### Information supplied

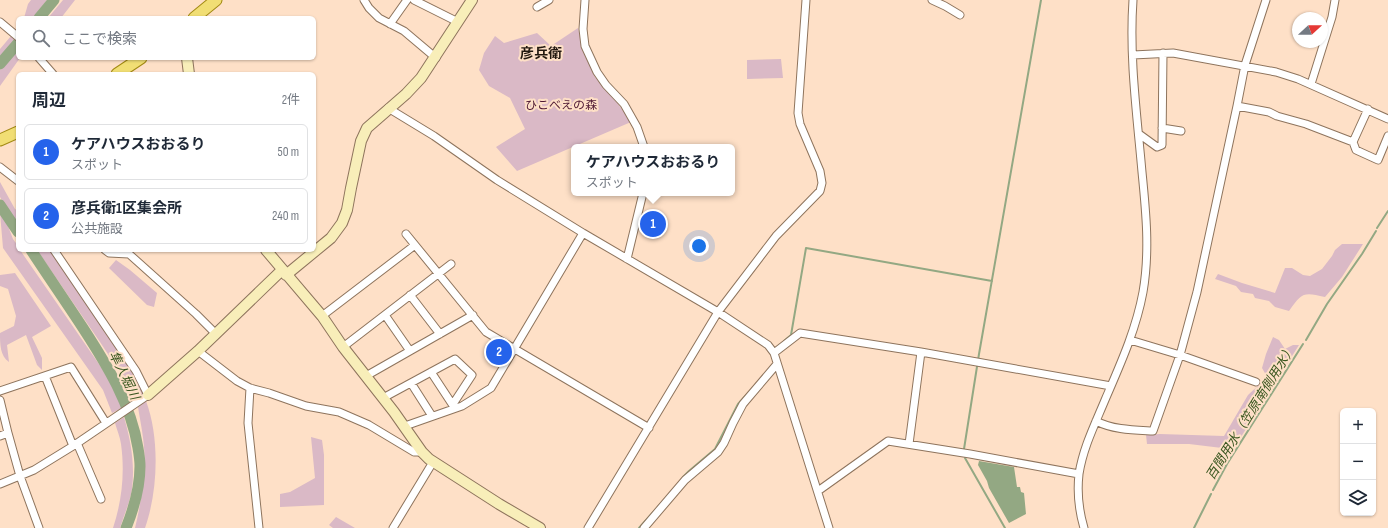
<!DOCTYPE html>
<html lang="ja">
<meta charset="utf-8">
<style>
:root{--surface:#fff;--page:#f2f2f3;--text:#1f2937;--muted:#747a83;--line:#e0e1e3;--accent:#2563eb}
body{margin:0;font-family:"Sofia Sans Condensed","Noto Sans JP",sans-serif;background:var(--page);color:var(--text)}
.controls{position:absolute;right:12px;bottom:12px;display:grid;overflow:hidden;border-radius:6px;box-shadow:0 1px 3px #0004}
.controls button{width:36px;height:36px;display:grid;place-items:center;padding:0;border:0;border-bottom:1px solid var(--line);background:var(--surface);color:var(--text);font:20px sans-serif}
.compass{position:absolute;left:1292px;top:12px;width:36px;height:36px;border-radius:50%;background:var(--surface);box-shadow:0 1px 3px #0004;rotate:69deg}
.you{position:absolute;left:699px;top:246px;width:14px;height:14px;margin:-10px;border:3px solid #fff;border-radius:50%;background:#1a73e8;box-shadow:0 0 0 6px #1a73e833}
.badge{display:grid;place-items:center;width:26px;height:26px;border-radius:50%;background:var(--accent);color:#fff;font-size:13px;font-weight:700}
.pin{position:absolute;translate:-50% -50%;border:2px solid #fff;box-shadow:0 1px 4px #0006}
.popup{position:absolute;left:571px;top:144px;width:164px;height:52px;box-sizing:border-box;display:grid;place-content:center;border-radius:6px;background:var(--surface);filter:drop-shadow(0 1px 3px #0005);font-size:13px;white-space:nowrap;color:var(--muted)}
.popup b{font-size:15px;color:var(--text)}
.popup::after{content:'';position:absolute;left:50%;top:100%;margin-left:-8px;border:8px solid transparent;border-top-color:var(--surface)}
.list{margin:0;padding:0;list-style:none}
h2{display:flex;justify-content:space-between;align-items:center;height:52px;margin:0;padding:0 16px;font-size:17px}
h2 small{font-size:13px;font-weight:400;color:var(--muted)}
.list li{display:grid;grid-template-columns:26px 1fr auto;gap:12px;align-items:center;box-sizing:border-box;height:56px;margin:0 8px 8px;padding:0 8px;border:1px solid var(--line);border-radius:6px}
.list b{display:block;font-size:15px;white-space:nowrap}
.list p{margin:0;font-size:13px;white-space:nowrap;color:var(--muted)}
.list em{font-size:13px;font-style:normal;color:var(--muted)}
.icon{flex:none;width:22px;height:22px;fill:none;stroke:currentColor;stroke-width:2;stroke-linecap:round;stroke-linejoin:round}
.map{position:relative;flex:none;width:1388px;height:528px;overflow:hidden}
.search{position:absolute;background:var(--surface);box-shadow:0 1px 3px #0004;left:16px;top:16px;width:300px;height:44px;display:flex;align-items:center;gap:10px;box-sizing:border-box;padding:0 14px;border-radius:6px;color:var(--muted);font-size:15px}
.panel{position:absolute;background:var(--surface);box-shadow:0 1px 3px #0004;left:16px;top:72px;width:300px;height:180px;border-radius:6px}
.map>svg:first-child{display:block}
.green{fill:#dab9c6}
.water{fill:#93a883}
.lines{fill:none;stroke-linecap:round;stroke-linejoin:round}
.stream{stroke:#93a883;stroke-width:2}
.river{stroke:#93a883;stroke-width:11}
.street-casing{stroke:#8e745d;stroke-width:9}
.secondary-casing{stroke:#8e745d;stroke-width:12}
.primary-casing{stroke:#a38a14;stroke-width:13}
.street{stroke:#fff;stroke-width:7}
.secondary{stroke:#f8eeb9;stroke-width:10}
.primary{stroke:#f1de74;stroke-width:11}
.labels{text-anchor:middle;stroke-width:4;stroke-linejoin:round;paint-order:stroke}
.park-label{font-size:12px;fill:#4f1934;stroke:#fee0c7}
.water-label{font-size:13px;font-style:italic;fill:#3a5720;stroke:#fee0c7}
.quarter-label{font-size:14px;font-weight:bold;fill:#22180f;stroke:#fee0c7}
</style>
<div class="map">
<svg width="1388" height="528" viewBox="0 0 1388 528">
<rect width="100%" height="100%" fill="#fee0c7"/>
<path class="green" d="M31,0H47L33,18H24L28,4Z
M63,0H75L61,18H48Z
M578,28L582,44L595,77L612,95L631,122L517,171L496,147L525,129L510,98L489,86L479,70L484,53L495,36L504,43L537,33L551,46Z
M11,36L16,39L0,60V49Z
M18,51V58H20L0,86V70L6,62Z
M781,59L783,78L747,79V60Z
M0,182L15,209L18,211V224L6,208L0,197Z
M0,213L6,221L13,239L18,246V250H20L110,380L122,408L112,413L103,390L3,248Z
M1342,244H1363L1342,277L1325,297C1304,292 1302,292 1289,311L1275,307L1269,301L1255,298L1253,294L1241,292L1236,286L1215,279L1218,274L1242,283L1275,293L1285,268H1292L1303,275L1310,276L1322,269L1332,256L1335,250Z
M37,250H51L118,346L143,393L135,399L131,389L100,342Z
M116,260L130,270L157,293L154,307L147,305L109,268Z
M15,273L51,326L32,337L42,358V370L37,365L26,335L7,345L9,362C0,356 0,344 0,333L14,326L16,316L8,289L0,286V275Z
M1273,337L1279,340L1285,349L1293,345H1299L1239,440L1229,437L1222,448L1189,444H1147L1146,435L1160,434L1224,436L1248,395L1262,382L1266,375L1262,368L1266,354Z
M146,401C160,438 158,491 145,528H135C140,508 143,487 144,466C146,447 141,426 138,407Z
M124,417C131,441 135,464 132,489C130,502 124,515 120,528H113C122,501 125,472 121,444C120,437 117,430 115,423Z
M311,437L322,440L324,455V505L280,507V494L290,492L315,478Z
M336,517L355,528H333L329,525Z"/>
<path class="water" d="M979,461L1014,467L1017,487H1020L1021,492L1024,493L1026,514L1009,523L989,488L987,481L978,465Z"/>
<g class="lines">
<path class="stream" d="M1377,228L1388,211
M1306,340L1327,304L1362,254L1376,231
M784,341L791,335L806,248L992,281
M964,449L979,354L1041,0
M965,458L1005,528
M683,477L689,471L715,449L738,404L749,392
M1213,490L1227,464L1303,344
M639,528L665,499
M1194,528L1211,494"/>
<path class="river" d="M39,18L54,0
M0,64L18,43
M0,205L18,232
M31,250C48,276 66,302 83,328C107,365 131,404 138,448C139,454 140,460 140,466C140,488 134,508 126,528"/>
<g class="street-casing">
<path id="street" d="M364,0L369,8L379,18L404,31L436,58
M414,0L458,22
M585,0L583,29L585,46L597,72L606,85L624,104L637,127L644,147
M932,0L945,6L960,15
M537,7L549,0
M0,22L18,37
M390,24L407,0
M1133,55L1173,53L1276,72L1298,79L1388,119
M39,58L53,74
M1311,84L1332,17L1335,0
M1237,106L1269,112L1277,116L1306,124L1353,142
M388,108L434,136L497,180L583,233L718,312L768,345L774,353L829,528
M1368,109L1353,142L1356,150L1378,160L1388,136
M1162,128L1181,131
M1139,134L1157,147L1162,145L1163,53
M0,167L18,181
M406,234L486,332L649,428
M105,250L109,253L129,254L196,314L216,334
M627,259L643,193
M410,295L440,334
M385,315L410,351
M322,316L415,245
M1130,340L1180,355L1256,382
M343,347L451,264
M198,351L237,381L250,388L269,393L306,406L339,412L369,425L414,452H422
M774,353L800,333L921,352L1111,386
M431,372L454,407
M45,376L73,446
M366,376L473,315
M411,383L432,416
M250,388L248,423L259,528
M0,391L71,367L106,423
M383,398L455,359L472,375L453,404
M0,400L8,433
M1096,421C1113,430 1134,430 1153,431L1180,355L1197,292L1237,106L1245,65L1266,0
M405,426L462,406L491,388L583,233
M0,436L8,433L20,476L39,528
M77,443L101,499
M909,444L921,352
M0,484L34,470L73,446L148,395L136,371L54,250
M818,491L888,441L970,454L1079,474
M393,528L433,462
M588,528L718,312L776,236L820,191L822,183L820,171L800,124L798,113L806,0
M644,528L685,480L718,452L724,443L733,423L743,404L777,364
M1084,528C1079,511 1077,492 1079,474C1083,448 1095,424 1105,400C1120,365 1136,330 1143,292C1150,252 1146,212 1142,172C1137,115 1129,57 1133,0"/>
</g>
<g class="secondary-casing">
<path id="secondary" d="M187,58L189,74
M266,250L322,316L343,347L394,412L422,452L429,459L499,504L540,528
M286,275L331,238L342,223L347,210L351,188L361,141L367,128L406,94L421,78L472,0
M148,395L198,351L282,270"/>
</g>
<g class="primary-casing">
<path id="primary" d="M194,18L216,0
M117,74L141,58
M0,140L18,132"/>
</g>
<use href="#street" class="street"/>
<use href="#secondary" class="secondary"/>
<use href="#primary" class="primary"/>
</g>
<g class="labels">
<g class="park-label">
<text x="561" y="109">ひこべえの森</text>
</g>
<g class="water-label">
<text transform="translate(125 375) rotate(64)" y="5">隼人堀川</text>
<text transform="translate(1250 412) rotate(-58)" y="5">百間用水（笠原南側用水）</text>
</g>
<g class="quarter-label">
<text x="541" y="58">彦兵衛</text>
</g>
</g>
</svg>
<div class="controls">
<button>+</button>
<button>−</button>
<button><svg class="icon" aria-label="layers" viewBox="0 0 24 24"><path d="M12 4l9 5-9 5-9-5zM3 14l9 5 9-5"/></svg></button>
</div>
<svg class="compass" viewBox="-18 -18 36 36"><path d="M0-13l5 13h-10z" fill="#e53935"/><path d="M0 13l5-13h-10z" fill="#747a83"/></svg>
<div class="you"></div>
<div class="pin badge" style="left:653px;top:224px">1</div>
<div class="popup"><b>ケアハウスおおるり</b>スポット</div>
<div class="pin badge" style="left:499px;top:352px">2</div>
<div class="search"><svg class="icon" aria-label="search" viewBox="0 0 24 24"><circle cx="10" cy="10" r="6"/><path d="M15 15l6 6"/></svg>ここで検索</div>
<section class="panel">
<h2>周辺<small>2件</small></h2>
<ul class="list">
<li><span class="badge">1</span><div><b>ケアハウスおおるり</b><p>スポット</p></div><em>50 m</em></li>
<li><span class="badge">2</span><div><b>彦兵衛1区集会所</b><p>公共施設</p></div><em>240 m</em></li>
</ul>
</section>
</div>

### Instructions to follow
Using the entries above, give again exactly the lines from the line holding "M0,64L18,43" through the line holding "M0,400L8,433". Include both end lines and nothing else.

### Solution to this exercise
M0,64L18,43
M0,205L18,232
M31,250C48,276 66,302 83,328C107,365 131,404 138,448C139,454 140,460 140,466C140,488 134,508 126,528"/>
<g class="street-casing">
<path id="street" d="M364,0L369,8L379,18L404,31L436,58
M414,0L458,22
M585,0L583,29L585,46L597,72L606,85L624,104L637,127L644,147
M932,0L945,6L960,15
M537,7L549,0
M0,22L18,37
M390,24L407,0
M1133,55L1173,53L1276,72L1298,79L1388,119
M39,58L53,74
M1311,84L1332,17L1335,0
M1237,106L1269,112L1277,116L1306,124L1353,142
M388,108L434,136L497,180L583,233L718,312L768,345L774,353L829,528
M1368,109L1353,142L1356,150L1378,160L1388,136
M1162,128L1181,131
M1139,134L1157,147L1162,145L1163,53
M0,167L18,181
M406,234L486,332L649,428
M105,250L109,253L129,254L196,314L216,334
M627,259L643,193
M410,295L440,334
M385,315L410,351
M322,316L415,245
M1130,340L1180,355L1256,382
M343,347L451,264
M198,351L237,381L250,388L269,393L306,406L339,412L369,425L414,452H422
M774,353L800,333L921,352L1111,386
M431,372L454,407
M45,376L73,446
M366,376L473,315
M411,383L432,416
M250,388L248,423L259,528
M0,391L71,367L106,423
M383,398L455,359L472,375L453,404
M0,400L8,433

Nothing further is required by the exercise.